The number of bins between copy levels (for example, between 2 and 3 copies). It is used for both modeling and plotting. The default value is 20. Change of this value may have a dramatic impact on the estimation results. A high value preserves more details but also suffers more from noisy data; a low value is less accurate but is often effective in filtering out noisy data. User can modify this value according to the number of abnormal segments and the scale of changes. In general, a value between 10 and 25 performs well in most cases.

peak threshold

-pt, --peak_thresh INTEGER RANGE

A threshold for the minimum number of probes a signal peak should have. The default value is 1000. This parameter can remove noisy signals and reduce computation time. Modify according to the total number of probes of the data generation platform.

segment threshold

-st, --segment_thresh INTEGER RANGE

A threshold for the minimum number of probes segment should have. The default value is 3. This parameter can remove noisy signals and reduce computation time.

demo

--demo 

A flag option, when specified, it will copy 5 example files to the current directory and run with default settings.
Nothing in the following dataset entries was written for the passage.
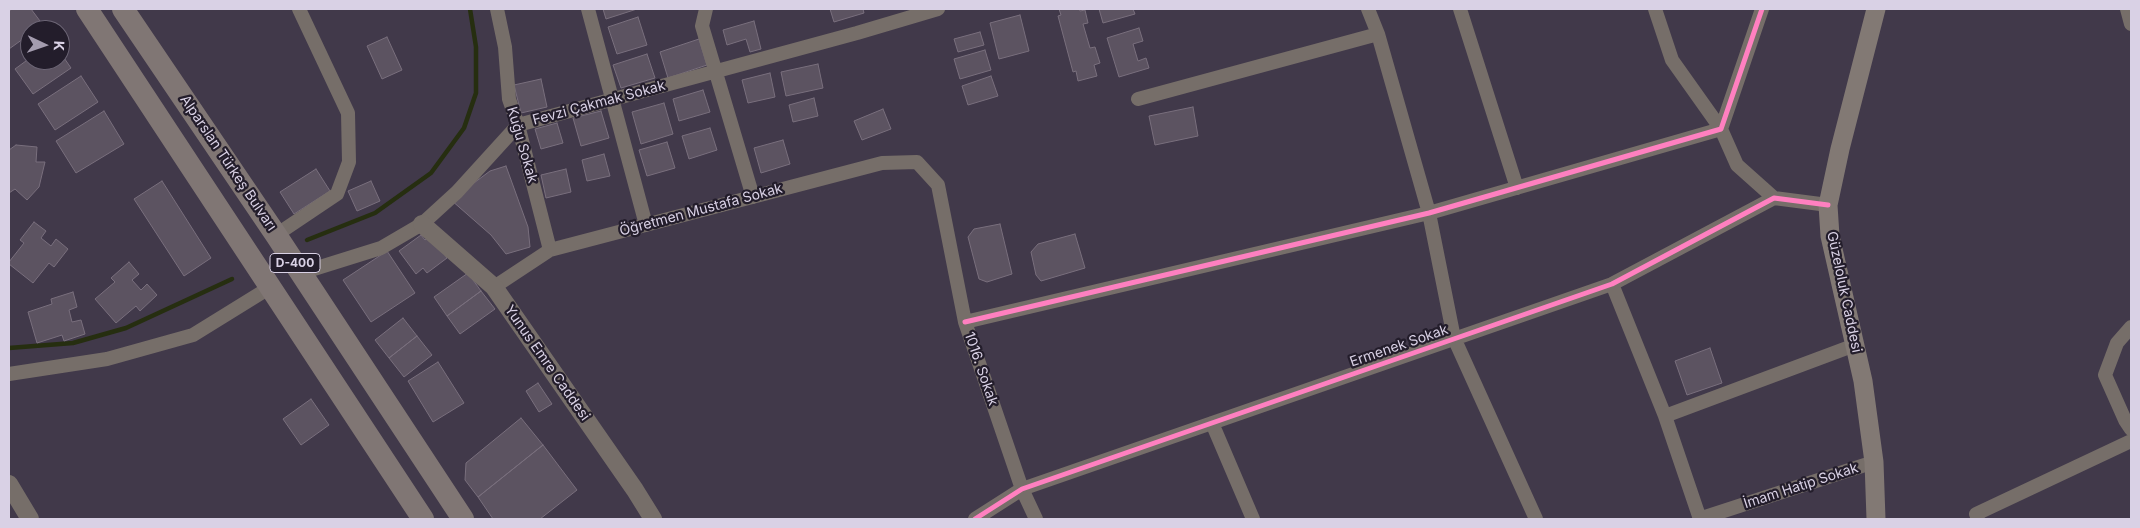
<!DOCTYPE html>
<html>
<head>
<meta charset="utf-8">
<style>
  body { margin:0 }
  #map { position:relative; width:2140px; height:528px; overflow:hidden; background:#41394a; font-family:Inter,sans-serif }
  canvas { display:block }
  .frame { position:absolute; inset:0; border:10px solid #d9d1e5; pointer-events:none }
  .north { position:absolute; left:20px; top:20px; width:50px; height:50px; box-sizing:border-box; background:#231d2b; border:1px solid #6c6575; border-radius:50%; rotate:93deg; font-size:14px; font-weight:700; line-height:20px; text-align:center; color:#d9d1e5 }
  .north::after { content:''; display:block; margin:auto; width:18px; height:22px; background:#a49caf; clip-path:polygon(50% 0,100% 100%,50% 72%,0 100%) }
</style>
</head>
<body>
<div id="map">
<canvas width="2140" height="528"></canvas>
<div class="frame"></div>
<div class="north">K</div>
</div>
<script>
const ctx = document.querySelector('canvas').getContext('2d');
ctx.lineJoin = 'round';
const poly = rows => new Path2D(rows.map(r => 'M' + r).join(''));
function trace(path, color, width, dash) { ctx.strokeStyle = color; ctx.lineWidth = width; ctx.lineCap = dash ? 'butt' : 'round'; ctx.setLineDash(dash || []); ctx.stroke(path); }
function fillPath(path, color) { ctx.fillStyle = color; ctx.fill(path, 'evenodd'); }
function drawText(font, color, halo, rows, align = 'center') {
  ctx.font = font + ' Inter,sans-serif'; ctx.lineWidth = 4.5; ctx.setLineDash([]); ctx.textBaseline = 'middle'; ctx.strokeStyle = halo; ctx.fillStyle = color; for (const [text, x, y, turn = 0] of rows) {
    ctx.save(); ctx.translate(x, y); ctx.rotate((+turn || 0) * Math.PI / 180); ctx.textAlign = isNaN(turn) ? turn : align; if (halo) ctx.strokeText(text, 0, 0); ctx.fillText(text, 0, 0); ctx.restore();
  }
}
trace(poly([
  [307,240,375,213,431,173,464,128,476,93,476,47,470,9],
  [9,348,73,343,126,328,232,279]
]), '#262e10', 4.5);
const building = poly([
  [12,9,31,9,43,25,36,30,30,30,30,34,9,49,9,11,12,9],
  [603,9,637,9,606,19,603,9],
  [830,9,863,9,864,13,834,22,830,9],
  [1059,9,1079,9,1080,11,1085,10,1088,23,1083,24,1090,48,1095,47,1100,63,1094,65,1097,76,1078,81,1076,71,1073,72,1058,16,1061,15,1059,9],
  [1099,9,1133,9,1135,14,1103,23,1099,9],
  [1020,15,1029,51,999,59,990,23,1020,15],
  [638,17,647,45,617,54,608,27,638,17],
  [754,21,761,49,750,52,746,39,727,45,723,30,754,21],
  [1139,28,1143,41,1133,44,1138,61,1146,58,1149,68,1119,77,1107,38,1139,28],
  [980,32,984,45,958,52,954,39,980,32],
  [387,37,402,70,382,79,367,46,387,37],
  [699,39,707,65,668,78,660,52,699,39],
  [985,50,991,70,960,79,954,59,985,50],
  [60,52,71,68,33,94,15,69,30,58,30,60,60,60,60,52],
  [647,54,655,78,621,88,613,65,647,54],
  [818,64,823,88,786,96,781,72,818,64],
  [770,73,775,97,748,103,742,80,770,73],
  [81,76,98,102,55,130,38,104,81,76],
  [991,76,998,96,968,105,962,86,991,76],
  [541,79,547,107,521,113,514,85,541,79],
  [703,90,710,112,679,121,673,99,703,90],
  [814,98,818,116,793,122,789,105,814,98],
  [664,103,673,134,641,144,632,112,664,103],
  [1193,107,1198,136,1155,145,1149,116,1193,107],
  [883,109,891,129,862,140,854,121,883,109],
  [104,111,124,144,76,173,56,141,104,111],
  [601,111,609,138,581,146,573,118,601,111],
  [557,123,563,143,541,149,535,129,557,123],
  [710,128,717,150,689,159,682,136,710,128],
  [783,140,790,164,761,173,754,148,783,140],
  [667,142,675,168,647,176,639,150,667,142],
  [16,145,37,147,36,162,45,162,39,187,27,200,15,189,9,193,9,150,16,145],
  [604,154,610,176,587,181,582,160,604,154],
  [506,166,528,227,530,247,506,254,491,235,451,200,490,171,506,166],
  [316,169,330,191,294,214,280,192,316,169],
  [566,169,571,192,546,198,541,175,566,169],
  [162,181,211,258,184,276,134,199,162,181],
  [371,181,380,201,357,211,348,191,371,181],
  [34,222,46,231,41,238,51,246,56,239,68,249,54,267,49,263,33,283,9,264,9,262,24,243,20,240,34,222],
  [1000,224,1012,274,987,282,979,279,968,237,974,229,1000,224],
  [1075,234,1085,268,1041,281,1036,275,1031,252,1038,244,1075,234],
  [421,235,425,240,431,235,447,258,427,273,423,268,416,274,399,251,421,235],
  [387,251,415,293,371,322,343,280,387,251],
  [129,262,139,274,132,280,141,290,147,284,157,295,140,311,136,306,116,323,95,299,115,282,111,278,129,262],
  [468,273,481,291,447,316,434,297,468,273],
  [481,291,495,309,460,334,447,316,481,291],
  [73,292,77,307,69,310,72,322,81,320,85,334,64,341,62,335,37,343,28,312,52,304,51,299,73,292],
  [403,318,417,336,389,358,375,340,403,318],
  [417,336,432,355,404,377,389,358,417,336],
  [1710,348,1722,383,1687,395,1675,361,1710,348],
  [438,362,464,403,433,422,408,381,438,362],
  [538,383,552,404,539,412,526,391,538,383],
  [311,399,329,425,301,445,283,419,311,399],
  [521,418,543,445,478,497,465,480,466,463,521,418],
  [543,445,577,490,540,519,493,519,478,497,543,445]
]);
fillPath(building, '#5c5361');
trace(building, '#796f7d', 1);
trace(poly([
  [497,9,505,47,509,99,518,125,550,250],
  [588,9,646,225],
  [706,9,702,26,753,197],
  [1368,9,1378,34,1429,213,1454,338,1536,519],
  [1460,9,1517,188],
  [1655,9,1672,60,1721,129,1737,165,1774,198],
  [2127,9,2131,24],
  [1138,99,1378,34],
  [276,235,337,194,349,162,348,113,299,9],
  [301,273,381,248,422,224,457,192,518,125,857,33,938,9],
  [1612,284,1665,416,1700,519],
  [494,287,550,250,882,163,917,162,938,185,965,322,1022,489,1036,519],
  [965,322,1429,213,1721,129,1762,9],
  [2131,327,2117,343,2105,375,2125,420,2131,429],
  [9,374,107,359,193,335,269,288],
  [1665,416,1855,345],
  [1212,423,1253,519],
  [975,519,1022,489,1612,284,1774,198,1828,205],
  [1699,519,1874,462],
  [1978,519,1976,514,2131,441]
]), '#766e69', 14);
trace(poly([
  [422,224,494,287,635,490,653,519],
  [9,484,30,519]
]), '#766e69', 18);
trace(poly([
  [1876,9,1840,149,1828,205,1830,236,1863,381,1874,462,1876,519]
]), '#827974', 19);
trace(poly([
  [87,9,423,519],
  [123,9,276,235,463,519]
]), '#807674', 22);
trace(poly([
  [965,322,1429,213,1721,129,1762,9],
  [975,519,1022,489,1612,284,1774,198,1828,205]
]), '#ff80c0', 5);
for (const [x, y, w] of [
  [295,263,50]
]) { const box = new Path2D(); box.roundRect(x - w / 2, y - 9.5, w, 19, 4); ctx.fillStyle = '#231d2b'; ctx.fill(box); trace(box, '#d9d1e5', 1); }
drawText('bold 12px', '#d9d1e5', null, [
  ["D-400",295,263]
]);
drawText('14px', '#d9d1e5', '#231d2b', [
  ["Fevzi Çakmak Sokak",599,103,-15],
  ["Kuğu Sokak",522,145,74],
  ["Alparslan Türkeş Bulvarı",228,163,56],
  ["Öğretmen Mustafa Sokak",701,210,-15],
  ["Güzeloluk Caddesi",1844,292,78],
  ["Ermenek Sokak",1399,346,-19],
  ["Yunus Emre Caddesi",547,363,55],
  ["1016. Sokak",981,369,71],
  ["İmam Hatip Sokak",1801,486,-18]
]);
</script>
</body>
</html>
It invokes the run_mecan_example.sh script, which will also be copied over and can be used as a template for customized analysis.

Advanced parameters

Modification of these parameters has a great impact on model performance. Please refer to our publication for detailed explanations.

Minimum peak distance coefficient

--mpd_coef FLOAT

A parameter that is used as the minimum distance of two peaks. Default is 0.1.

Maximum level distance

--max_level_distance FLOAT  

The maximum value of a level distance. When there are no better solutions, this limitation is ignored. Default is 1.3.

Minimum level distance

--min_level_distance FLOAT

The minimum value of a level distance. When there are no better solutions, this limitation is ignored. default is 0.3.

Minimum model score

--min_model_score INTEGER RANGE

The minimum value of a model score. Default is 9.

Information lost range low

--info_lost_range_low FLOAT

The bottom limit of information lost range. Default is 0.2.

Information lost range high

--info_lost_range_high FLOAT 

The upper limit of information lost range. Default is 0.8.

Information lost ratio threshold

--info_lost_ratio_thresh FLOAT 

Models with information lost ration below this threshold will be abandoned. When there are no better solutions, this limitation is ignored.

Scaler of level distance in normalization

--ld_scaler FLOAT

In normalization, scaling down the level distance to have a loose condition that includes more segments, or scaling up to have a strict condition that includes fewer segments. The default value is 1.